The trees that remained in our park are mighty. Bearing the scars of decades of neglect, as the humans haggled over the how and when of the park’s destiny, the trees remained standing tall just like the members of our community. Along Del Amo Alley the urge to survive so strong the trees that had been contained in wooden boxes surged their roots into the ground; surviving and growing strong capturing our wishes in their branches for a safe park. As with life and death, not all of the trees made it to the finish line. Memorial Plaza cradles special benches made from our oldest eucalyptus and Wishing Tree Plaza honors the families by name, who worked at times against all odds to make the community healthier and a better place to raise families, who did not live to see the fruition of their labors but whose spirits soar in this sacred space.
Wishing Tree Park Timeline
1995 DAAC led community negotiating team
1997 Buyout Agreement signed
Properties acquired and vacated.
Ensured the buyout property benefits the community remaining behind (families and friends torn apart)
1998 Park planning process (RP’s and County) Concerns raised about “What is Clean”
Families moved because of health concerns.
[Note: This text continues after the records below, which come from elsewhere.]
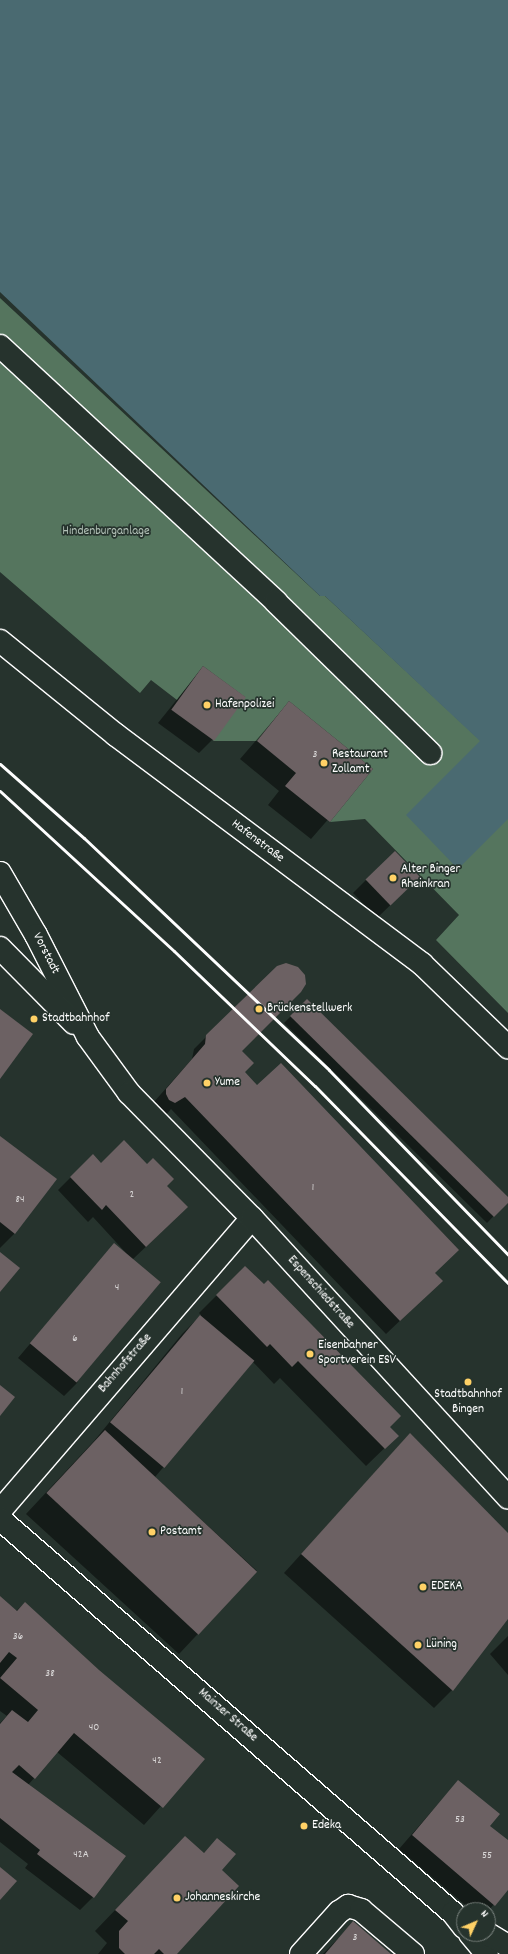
<!DOCTYPE html>
<meta charset="utf-8">
<style>
body{margin:0}
#map{position:relative;width:508px;height:1954px;overflow:hidden;background:#26332d;font-family:Dekko,sans-serif}
div>[style]{position:absolute}
[style*='--x']{left:calc(var(--x)*1px);top:calc(var(--y)*1px);width:calc(var(--w)*1px);rotate:calc(var(--a)*1deg)}
.green>*{inset:0;background:#55755e}
.water>*{inset:0;background:#4a6a71}
.shadow>*{inset:0;background:#0007}
.building>*{inset:0;background:#6c6163;transform-origin:0 0}
.roads{filter:drop-shadow(1px 0 #fff) drop-shadow(-1px 0 #fff) drop-shadow(0 1px #fff) drop-shadow(0 -1px #fff)}
.street>*{height:22px;margin:-11px;padding:0 11px;transform-origin:11px;border-radius:11px;background:#26332d}
.secondary>*{height:22px;margin:-11px;padding:0 11px;transform-origin:11px;border-radius:11px;background:#26332d}
.rail>*{height:3px;margin:-1.5px;padding:0 1.5px;transform-origin:1.5px;border-radius:1.5px;background:#fff}
.dots>*{width:11px;height:11px;translate:-50% -50%;box-sizing:border-box;border:2px solid #26332d;border-radius:50%}
span{translate:-50% -50%;white-space:nowrap;text-align:center;line-height:1.15;-webkit-text-stroke:3.5px #26332d;paint-order:stroke}
.number-label{font-size:11px;color:#dad8d8}
.number-label span{-webkit-text-stroke-width:0}
.park-label{font-size:13px;color:#b2c1b7}
.poi-label{font-size:13px;color:#fff}
.left{translate:0 -50%;text-align:left}
.street-label{font-size:13px;color:#fff}
.north{position:absolute;left:456px;top:1902px;width:40px;height:40px;box-sizing:border-box;background:#26332d;border:1px solid #7d8581;border-radius:50%;rotate:46deg;font-size:11px;font-weight:700;line-height:16px;text-align:center;color:#fff}
.north::after{content:'';display:block;margin:auto;width:14px;height:18px;background:#ffd166;clip-path:polygon(50% 0,100% 100%,50% 72%,0 100%)}
</style>
<div id="map">
<div class="green">
<i style="clip-path:polygon(0 298px,320px 596px,325px 596px,508px 766px,508px 1013px,436px 940px,459px 915px,365px 819px,330px 822px,373px 769px,289px 701px,257px 741px,213px 741px,245px 697px,203px 666px,177px 700px,151px 680px,140px 693px,0 572px)"></i>
</div>
<div class="water">
<i style="clip-path:polygon(0 0,508px 0,508px 819px,458px 869px,406px 815px,480px 741px,325px 596px,320px 596px,0 292px)"></i>
</div>
<div class="shadow">
<i style="clip-path:polygon(203px 667px,212px 740px,199px 753px,158px 723px)"></i>
<i style="clip-path:polygon(289px 702px,372px 769px,311px 839px,268px 805px,279px 791px,240px 759px)"></i>
<i style="clip-path:polygon(366px 880px,406px 890px,377px 918px,353px 893px)"></i>
<i style="clip-path:polygon(307px 1000px,508px 1198px,508px 1201px,487px 1223px,284px 1023px)"></i>
<i style="clip-path:polygon(207px 1036px,241px 1051px,243px 1072px,434px 1273px,428px 1294px,386px 1334px,171px 1109px,166px 1115px,153px 1103px,192px 1059px,194px 1049px)"></i>
<i style="clip-path:polygon(0 1137px,15px 1233px,0 1248px)"></i>
<i style="clip-path:polygon(101px 1164px,166px 1186px,174px 1220px,132px 1260px,77px 1383px,64px 1396px,18px 1358px,114px 1245px,126px 1253px,93px 1217px,88px 1222px,58px 1190px,71px 1177px)"></i>
<i style="clip-path:polygon(245px 1267px,397px 1436px,366px 1466px,280px 1378px,274px 1384px,253px 1362px,155px 1477px,257px 1571px,179px 1654px,26px 1514px,94px 1441px,182px 1334px,201px 1315px,199px 1313px)"></i>
<i style="clip-path:polygon(410px 1434px,508px 1535px,508px 1618px,452px 1690px,434px 1708px,284px 1573px)"></i>
<i style="clip-path:polygon(0 1597px,16px 1611px,25px 1603px,99px 1671px,203px 1759px,144px 1825px,57px 1752px,28px 1785px,93px 1897px,80px 1910px,25px 1868px,28px 1864px,0 1842px,0 1723px,7px 1716px,0 1711px)"></i>
<i style="clip-path:polygon(508px 1636px,508px 1675px,490px 1654px)"></i>
<i style="clip-path:polygon(458px 1781px,489px 1826px,508px 1842px,508px 1888px,488px 1911px,471px 1910px,399px 1849px)"></i>
<i style="clip-path:polygon(217px 1839px,221px 1870px,176px 1954px,98px 1954px,107px 1943px,95px 1931px,165px 1858px,203px 1854px)"></i>
<i style="clip-path:polygon(353px 1923px,389px 1954px,323px 1954px)"></i>
</div>
<div class="building">
<i style="left:203px;top:666px;width:53px;height:54px;rotate:36deg"></i>
<i style="clip-path:polygon(289px 701px,373px 769px,330px 822px,285px 786px,296px 773px,257px 741px)"></i>
<i style="left:395px;top:851px;width:36px;height:41px;rotate:46deg"></i>
<i style="clip-path:polygon(286px 963px,298px 967px,305px 975px,306px 984px,301px 992px,242px 1051px,254px 1063px,245px 1072px,257px 1085px,281px 1063px,459px 1250px,435px 1273px,443px 1281px,400px 1321px,185px 1097px,175px 1103px,169px 1100px,166px 1094px,166px 1089px,205px 1044px,206px 1035px,277px 966px)"></i>
<i style="clip-path:polygon(307px 999px,508px 1197px,508px 1203px,494px 1217px,290px 1016px)"></i>
<i style="clip-path:polygon(0 1009px,33px 1034px,0 1079px)"></i>
<i style="clip-path:polygon(0 1136px,57px 1179px,15px 1234px,0 1222px)"></i>
<i style="clip-path:polygon(124px 1140px,147px 1164px,153px 1158px,174px 1179px,167px 1186px,188px 1207px,146px 1247px,106px 1205px,102px 1210px,70px 1177px,93px 1154px,101px 1163px)"></i>
<i style="left:114px;top:1243px;width:61px;height:131px;rotate:40deg"></i>
<i style="clip-path:polygon(0 1252px,20px 1268px,0 1292px)"></i>
<i style="clip-path:polygon(245px 1266px,264px 1284px,268px 1280px,401px 1416px,390px 1427px,399px 1436px,385px 1449px,298px 1361px,292px 1367px,270px 1344px,267px 1347px,216px 1295px)"></i>
<i style="left:200px;top:1315px;width:71px;height:140px;rotate:40deg"></i>
<i style="clip-path:polygon(0 1385px,15px 1397px,0 1416px)"></i>
<i style="left:105px;top:1430px;width:208px;height:86px;rotate:43deg"></i>
<i style="clip-path:polygon(410px 1433px,508px 1533px,508px 1619px,453px 1691px,301px 1554px)"></i>
<i style="clip-path:polygon(0 1596px,17px 1611px,25px 1602px,99px 1670px,205px 1759px,163px 1808px,74px 1733px,35px 1779px,19px 1765px,12px 1772px,126px 1856px,94px 1898px,37px 1854px,40px 1850px,0 1818px,0 1724px,12px 1710px,28px 1722px,38px 1710px,0 1678px,17px 1658px,9px 1652px,0 1663px)"></i>
<i style="clip-path:polygon(458px 1780px,500px 1814px,490px 1826px,508px 1840px,508px 1890px,495px 1906px,412px 1835px)"></i>
<i style="clip-path:polygon(185px 1836px,204px 1853px,217px 1838px,236px 1854px,222px 1870px,239px 1886px,177px 1954px,164px 1954px,159px 1949px,154px 1954px,125px 1954px,119px 1948px,119px 1931px,128px 1921px,115px 1910px)"></i>
<i style="clip-path:polygon(0 1867px,17px 1881px,0 1900px)"></i>
<i style="clip-path:polygon(353px 1921px,391px 1954px,325px 1954px)"></i>
</div>
<div class="roads">
<div class="street">
<i style="--x:0;--y:346;--w:376;--a:42.8"></i>
<i style="--x:276;--y:602;--w:216;--a:44.4"></i>
<i style="--x:0;--y:641;--w:149;--a:39"></i>
<i style="--x:116;--y:735;--w:382;--a:36.8"></i>
<i style="--x:422;--y:964;--w:120;--a:44"></i>
<i style="--x:0;--y:1511;--w:386;--a:-49.3"></i>
<i style="--x:0;--y:1519;--w:600;--a:41.02"></i>
<i style="--x:453;--y:1913;--w:18;--a:52"></i>
<i style="--x:470;--y:1934;--w:26;--a:50"></i>
<i style="--x:488;--y:1934;--w:23;--a:31"></i>
<i style="--x:301;--y:1954;--w:57;--a:-47.9"></i>
<i style="--x:339;--y:1912;--w:11;--a:-34"></i>
<i style="--x:348;--y:1906;--w:14;--a:17"></i>
<i style="--x:361;--y:1910;--w:68;--a:40.2"></i>
</div>
<div class="secondary">
<i style="--x:0;--y:873;--w:72;--a:59.9"></i>
<i style="--x:36;--y:935;--w:114;--a:63"></i>
<i style="--x:88;--y:1037;--w:69;--a:53.8"></i>
<i style="--x:129;--y:1093;--w:175;--a:45.5"></i>
<i style="--x:252;--y:1218;--w:379;--a:47.5"></i>
<i style="--x:0;--y:948;--w:105;--a:45.4"></i>
</div>
</div>
<div class="rail">
<i style="--x:0;--y:764;--w:112;--a:41.4"></i>
<i style="--x:84;--y:838;--w:337;--a:43.4"></i>
<i style="--x:329;--y:1070;--w:257;--a:45.9"></i>
<i style="--x:0;--y:791;--w:236;--a:42.6"></i>
<i style="--x:174;--y:951;--w:195;--a:43.8"></i>
<i style="--x:315;--y:1086;--w:276;--a:45.6"></i>
</div>
<div class="dots">
<i style="left:207px;top:705px;background:#ffd166"></i>
<i style="left:324px;top:763px;background:#ffd166"></i>
<i style="left:393px;top:878px;background:#ffd166"></i>
<i style="left:259px;top:1009px;background:#ffd166"></i>
<i style="left:34px;top:1019px;background:#ffd166"></i>
<i style="left:207px;top:1083px;background:#ffd166"></i>
<i style="left:310px;top:1354px;background:#ffd166"></i>
<i style="left:468px;top:1382px;background:#ffd166"></i>
<i style="left:152px;top:1532px;background:#ffd166"></i>
<i style="left:423px;top:1587px;background:#ffd166"></i>
<i style="left:418px;top:1645px;background:#ffd166"></i>
<i style="left:304px;top:1826px;background:#ffd166"></i>
<i style="left:177px;top:1898px;background:#ffd166"></i>
</div>
<div class="number-label">
<span style="left:315px;top:755px">3</span>
<span style="left:313px;top:1188px">1</span>
<span style="left:132px;top:1195px">2</span>
<span style="left:20px;top:1200px">84</span>
<span style="left:117px;top:1288px">4</span>
<span style="left:75px;top:1339px">6</span>
<span style="left:182px;top:1392px">1</span>
<span style="left:18px;top:1637px">36</span>
<span style="left:50px;top:1674px">38</span>
<span style="left:94px;top:1728px">40</span>
<span style="left:157px;top:1761px">42</span>
<span style="left:460px;top:1820px">53</span>
<span style="left:81px;top:1855px">42A</span>
<span style="left:487px;top:1856px">55</span>
<span style="left:355px;top:1938px">3</span>
</div>
<div class="park-label">
<span style="left:106px;top:532px">Hindenburganlage</span>
</div>
<div class="poi-label">
<span class="left" style="left:215px;top:705px">Hafenpolizei</span>
<span class="left" style="left:332px;top:763px">Restaurant<br>Zollamt</span>
<span class="left" style="left:401px;top:878px">Alter Binger<br>Rheinkran</span>
<span class="left" style="left:267px;top:1009px">Brückenstellwerk</span>
<span class="left" style="left:42px;top:1019px">Stadtbahnhof</span>
<span class="left" style="left:215px;top:1083px">Yume</span>
<span class="left" style="left:318px;top:1354px">Eisenbahner<br>Sportverein ESV</span>
<span style="left:468px;top:1403px">Stadtbahnhof<br>Bingen</span>
<span class="left" style="left:160px;top:1532px">Postamt</span>
<span class="left" style="left:431px;top:1587px">EDEKA</span>
<span class="left" style="left:426px;top:1645px">Lüning</span>
<span class="left" style="left:312px;top:1826px">Edeka</span>
<span class="left" style="left:185px;top:1898px">Johanneskirche</span>
</div>
<div class="street-label">
<span style="left:257px;top:842px;rotate:37deg">Hafenstraße</span>
<span style="left:45px;top:954px;rotate:63deg">Vorstadt</span>
<span style="left:320px;top:1293px;rotate:48deg">Espenschiedstraße</span>
<span style="left:126px;top:1364px;rotate:-49deg">Bahnhofstraße</span>
<span style="left:227px;top:1716px;rotate:41deg">Mainzer Straße</span>
</div>
<div class="north">N</div>
</div>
Safety of a park in a place when “contaminated homes” were torn down – metal slag (source of heavy metals on site)
Not all community representatives signed onto final Park Committee recommendations.
1998 – 2001 Homes demolished and area graded for park concept recommended by committee
2002 While EPA and the DTSC had identified this as a No further action site DAAC sampled buyout area for heavy metals at the surface. Found: lead, chromium and arsenic – nickel and aluminum too, all at extremely high levels. Concern Lead – Children – lowered IQ effects brain development. Solution: Park Open space developed with a precautionary vision.
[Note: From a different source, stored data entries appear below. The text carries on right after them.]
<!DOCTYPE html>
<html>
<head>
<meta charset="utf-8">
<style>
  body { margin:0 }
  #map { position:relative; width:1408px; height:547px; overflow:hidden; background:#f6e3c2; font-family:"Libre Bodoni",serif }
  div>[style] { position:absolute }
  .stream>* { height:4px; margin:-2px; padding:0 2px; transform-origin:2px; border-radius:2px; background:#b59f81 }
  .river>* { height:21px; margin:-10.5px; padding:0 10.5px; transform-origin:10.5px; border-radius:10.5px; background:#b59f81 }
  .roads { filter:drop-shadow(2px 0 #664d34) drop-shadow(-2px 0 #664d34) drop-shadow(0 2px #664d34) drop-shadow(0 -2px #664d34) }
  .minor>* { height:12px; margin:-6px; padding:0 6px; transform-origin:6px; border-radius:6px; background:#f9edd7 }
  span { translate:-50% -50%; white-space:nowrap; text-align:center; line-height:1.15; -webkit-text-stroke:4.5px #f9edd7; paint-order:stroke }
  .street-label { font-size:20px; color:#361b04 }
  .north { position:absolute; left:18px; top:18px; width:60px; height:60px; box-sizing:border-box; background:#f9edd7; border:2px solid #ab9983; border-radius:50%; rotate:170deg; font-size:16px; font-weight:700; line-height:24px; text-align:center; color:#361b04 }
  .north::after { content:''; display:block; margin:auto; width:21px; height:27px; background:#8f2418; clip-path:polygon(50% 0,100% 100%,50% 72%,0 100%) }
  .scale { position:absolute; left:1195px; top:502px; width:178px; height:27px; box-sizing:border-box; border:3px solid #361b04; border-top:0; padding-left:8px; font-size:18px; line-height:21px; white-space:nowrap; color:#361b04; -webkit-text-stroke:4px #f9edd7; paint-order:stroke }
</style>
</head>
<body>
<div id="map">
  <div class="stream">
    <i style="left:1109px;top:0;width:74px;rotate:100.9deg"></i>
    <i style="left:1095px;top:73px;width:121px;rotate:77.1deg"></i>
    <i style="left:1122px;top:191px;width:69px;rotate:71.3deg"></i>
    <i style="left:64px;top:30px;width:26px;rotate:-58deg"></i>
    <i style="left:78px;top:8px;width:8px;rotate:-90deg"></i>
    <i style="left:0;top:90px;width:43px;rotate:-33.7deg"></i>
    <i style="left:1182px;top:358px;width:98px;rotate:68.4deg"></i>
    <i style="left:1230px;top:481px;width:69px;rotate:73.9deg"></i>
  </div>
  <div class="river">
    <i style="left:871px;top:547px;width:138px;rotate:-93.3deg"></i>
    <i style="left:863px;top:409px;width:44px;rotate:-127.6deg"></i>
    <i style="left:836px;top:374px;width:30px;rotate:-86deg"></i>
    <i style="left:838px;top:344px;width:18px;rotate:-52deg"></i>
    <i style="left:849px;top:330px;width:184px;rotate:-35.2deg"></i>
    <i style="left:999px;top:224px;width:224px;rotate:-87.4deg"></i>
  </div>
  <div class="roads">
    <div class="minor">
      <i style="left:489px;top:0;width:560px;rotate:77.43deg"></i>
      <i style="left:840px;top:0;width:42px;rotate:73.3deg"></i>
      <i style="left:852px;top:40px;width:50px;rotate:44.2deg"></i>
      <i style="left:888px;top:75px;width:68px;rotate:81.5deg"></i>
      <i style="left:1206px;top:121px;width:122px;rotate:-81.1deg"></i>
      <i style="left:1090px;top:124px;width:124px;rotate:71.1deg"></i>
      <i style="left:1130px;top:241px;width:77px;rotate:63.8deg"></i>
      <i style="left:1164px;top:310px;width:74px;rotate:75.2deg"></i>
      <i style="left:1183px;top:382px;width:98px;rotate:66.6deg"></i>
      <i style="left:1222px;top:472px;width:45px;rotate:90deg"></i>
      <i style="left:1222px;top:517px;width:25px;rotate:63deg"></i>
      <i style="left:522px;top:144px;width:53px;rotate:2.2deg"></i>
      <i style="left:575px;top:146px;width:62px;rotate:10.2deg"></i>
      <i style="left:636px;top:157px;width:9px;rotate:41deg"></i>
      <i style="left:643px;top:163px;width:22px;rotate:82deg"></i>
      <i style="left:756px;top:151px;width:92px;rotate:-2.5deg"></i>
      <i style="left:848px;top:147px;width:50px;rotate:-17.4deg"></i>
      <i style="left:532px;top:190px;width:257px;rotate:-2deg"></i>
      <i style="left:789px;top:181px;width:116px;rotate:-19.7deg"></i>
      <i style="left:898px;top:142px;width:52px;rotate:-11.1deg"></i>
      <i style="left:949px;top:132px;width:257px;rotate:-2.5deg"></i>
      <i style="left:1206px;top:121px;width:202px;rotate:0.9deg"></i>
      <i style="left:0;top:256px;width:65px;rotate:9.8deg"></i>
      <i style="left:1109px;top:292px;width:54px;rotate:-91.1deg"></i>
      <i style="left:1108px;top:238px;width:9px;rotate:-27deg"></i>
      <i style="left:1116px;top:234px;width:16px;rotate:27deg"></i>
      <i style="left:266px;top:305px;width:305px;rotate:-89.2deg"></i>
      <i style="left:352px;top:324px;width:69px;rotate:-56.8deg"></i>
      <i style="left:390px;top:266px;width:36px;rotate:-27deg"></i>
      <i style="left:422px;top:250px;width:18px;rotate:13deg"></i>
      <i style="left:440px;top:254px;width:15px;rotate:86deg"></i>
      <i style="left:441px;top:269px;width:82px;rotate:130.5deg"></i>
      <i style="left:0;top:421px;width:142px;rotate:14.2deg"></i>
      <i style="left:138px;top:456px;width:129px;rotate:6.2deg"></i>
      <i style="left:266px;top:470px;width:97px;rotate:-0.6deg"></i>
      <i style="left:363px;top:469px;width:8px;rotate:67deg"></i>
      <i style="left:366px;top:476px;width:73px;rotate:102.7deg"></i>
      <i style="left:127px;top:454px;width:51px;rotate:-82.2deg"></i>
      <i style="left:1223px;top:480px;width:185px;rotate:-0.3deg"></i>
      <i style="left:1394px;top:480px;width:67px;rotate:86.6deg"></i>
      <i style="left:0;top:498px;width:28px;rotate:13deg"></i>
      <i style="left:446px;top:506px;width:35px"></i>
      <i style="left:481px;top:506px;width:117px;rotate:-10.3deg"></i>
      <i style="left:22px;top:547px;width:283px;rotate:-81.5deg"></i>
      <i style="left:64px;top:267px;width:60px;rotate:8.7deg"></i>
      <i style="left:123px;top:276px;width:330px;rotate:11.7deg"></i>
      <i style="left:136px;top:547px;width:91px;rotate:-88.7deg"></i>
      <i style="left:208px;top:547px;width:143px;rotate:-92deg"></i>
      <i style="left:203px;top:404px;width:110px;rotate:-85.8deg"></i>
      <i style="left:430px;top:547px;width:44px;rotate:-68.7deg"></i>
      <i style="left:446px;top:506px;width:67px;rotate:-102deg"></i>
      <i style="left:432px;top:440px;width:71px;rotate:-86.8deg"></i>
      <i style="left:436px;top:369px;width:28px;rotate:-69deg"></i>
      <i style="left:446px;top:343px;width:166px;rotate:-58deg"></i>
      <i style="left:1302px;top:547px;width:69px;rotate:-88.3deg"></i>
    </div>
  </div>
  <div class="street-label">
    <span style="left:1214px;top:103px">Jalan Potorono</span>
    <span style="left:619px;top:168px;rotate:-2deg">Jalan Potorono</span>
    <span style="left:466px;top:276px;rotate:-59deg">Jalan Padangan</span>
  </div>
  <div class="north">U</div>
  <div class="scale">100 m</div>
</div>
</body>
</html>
2004 – 2009 Trust for Public land – Bailed on the community after extensive work and phase 1 testing
Soccer Association – interested but they would be the primary users not the community
2010 Led by DAAC and facilitated by Angela Johnson Meszaros we convened a 204th Street Park Stakeholder Meeting June 9, 2010 forming a task force of community, agency and local nonprofits to:
“We would like people and agencies to partner with us so that, together, we can achieve the long sought after goal of having a safe, community supported park in the Del Amo community.
With you we can:
* transform our 10 acre empty field into the long promised community center and park
* put together a stakeholder process driven by community needs to approve a remediation plan and engineering measures to ensure that the park and its buildings are safe.
* ensure ownership of the parcel is transferred from Shell to a proper long-term landholder.
* put in place a plan for long-term maintenance of the park.”
Stakeholders included Community members, Del Amo Action Committee and their youth, L A Conservation Corps., L A Neighborhood Land Trust, Karly Katona from the Supervisors office, US Environmental Protection Agency, Responsible Parties, Dept. Toxic Substances Control and other thoughtful stakeholders.
2010 – 2015 Bright colored water permeable barrier with clean dirt on top. Partners have dedicated five additional years of hard work and fundraiser to secure this vision for our community.
November 18, 2015 Los Angeles Neighborhood Land Trust owns the park.